- [The input]:
<<<<

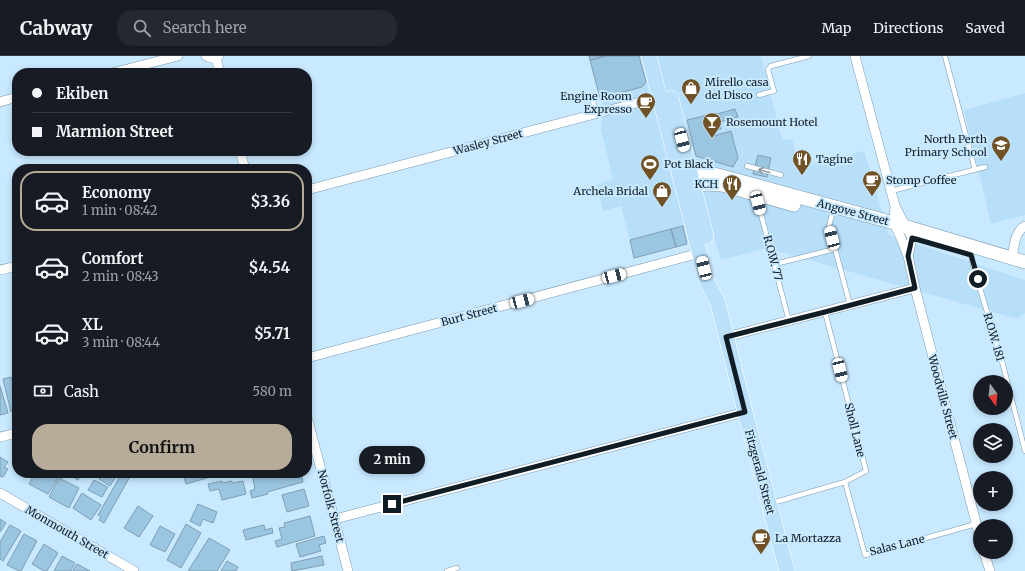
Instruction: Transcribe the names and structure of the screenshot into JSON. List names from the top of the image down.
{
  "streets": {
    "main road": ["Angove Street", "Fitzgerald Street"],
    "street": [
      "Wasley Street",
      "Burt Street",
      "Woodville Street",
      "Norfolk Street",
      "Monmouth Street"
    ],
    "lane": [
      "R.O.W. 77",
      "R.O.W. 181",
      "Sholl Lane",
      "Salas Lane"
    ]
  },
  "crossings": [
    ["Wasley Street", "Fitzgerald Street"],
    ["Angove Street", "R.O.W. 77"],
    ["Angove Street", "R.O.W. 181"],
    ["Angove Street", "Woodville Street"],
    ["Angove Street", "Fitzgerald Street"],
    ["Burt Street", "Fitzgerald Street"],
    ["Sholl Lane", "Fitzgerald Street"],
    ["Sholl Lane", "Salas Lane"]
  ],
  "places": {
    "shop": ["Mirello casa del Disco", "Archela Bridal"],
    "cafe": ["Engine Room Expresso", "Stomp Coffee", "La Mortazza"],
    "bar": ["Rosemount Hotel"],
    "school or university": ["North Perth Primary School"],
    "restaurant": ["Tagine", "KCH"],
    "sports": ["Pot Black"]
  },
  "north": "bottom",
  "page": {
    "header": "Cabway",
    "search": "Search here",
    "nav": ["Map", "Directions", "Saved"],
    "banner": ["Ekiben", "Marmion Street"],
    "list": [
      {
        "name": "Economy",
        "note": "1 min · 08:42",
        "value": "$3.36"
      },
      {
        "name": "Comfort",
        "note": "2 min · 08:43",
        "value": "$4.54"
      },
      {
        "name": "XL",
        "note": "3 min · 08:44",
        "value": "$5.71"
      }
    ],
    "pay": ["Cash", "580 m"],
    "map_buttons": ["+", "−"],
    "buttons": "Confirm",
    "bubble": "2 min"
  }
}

>>>>

- [Task requirements]: What is the number of lines above that contain the string "Angove"? Answer with the number alone.

- [Result of the task]: 5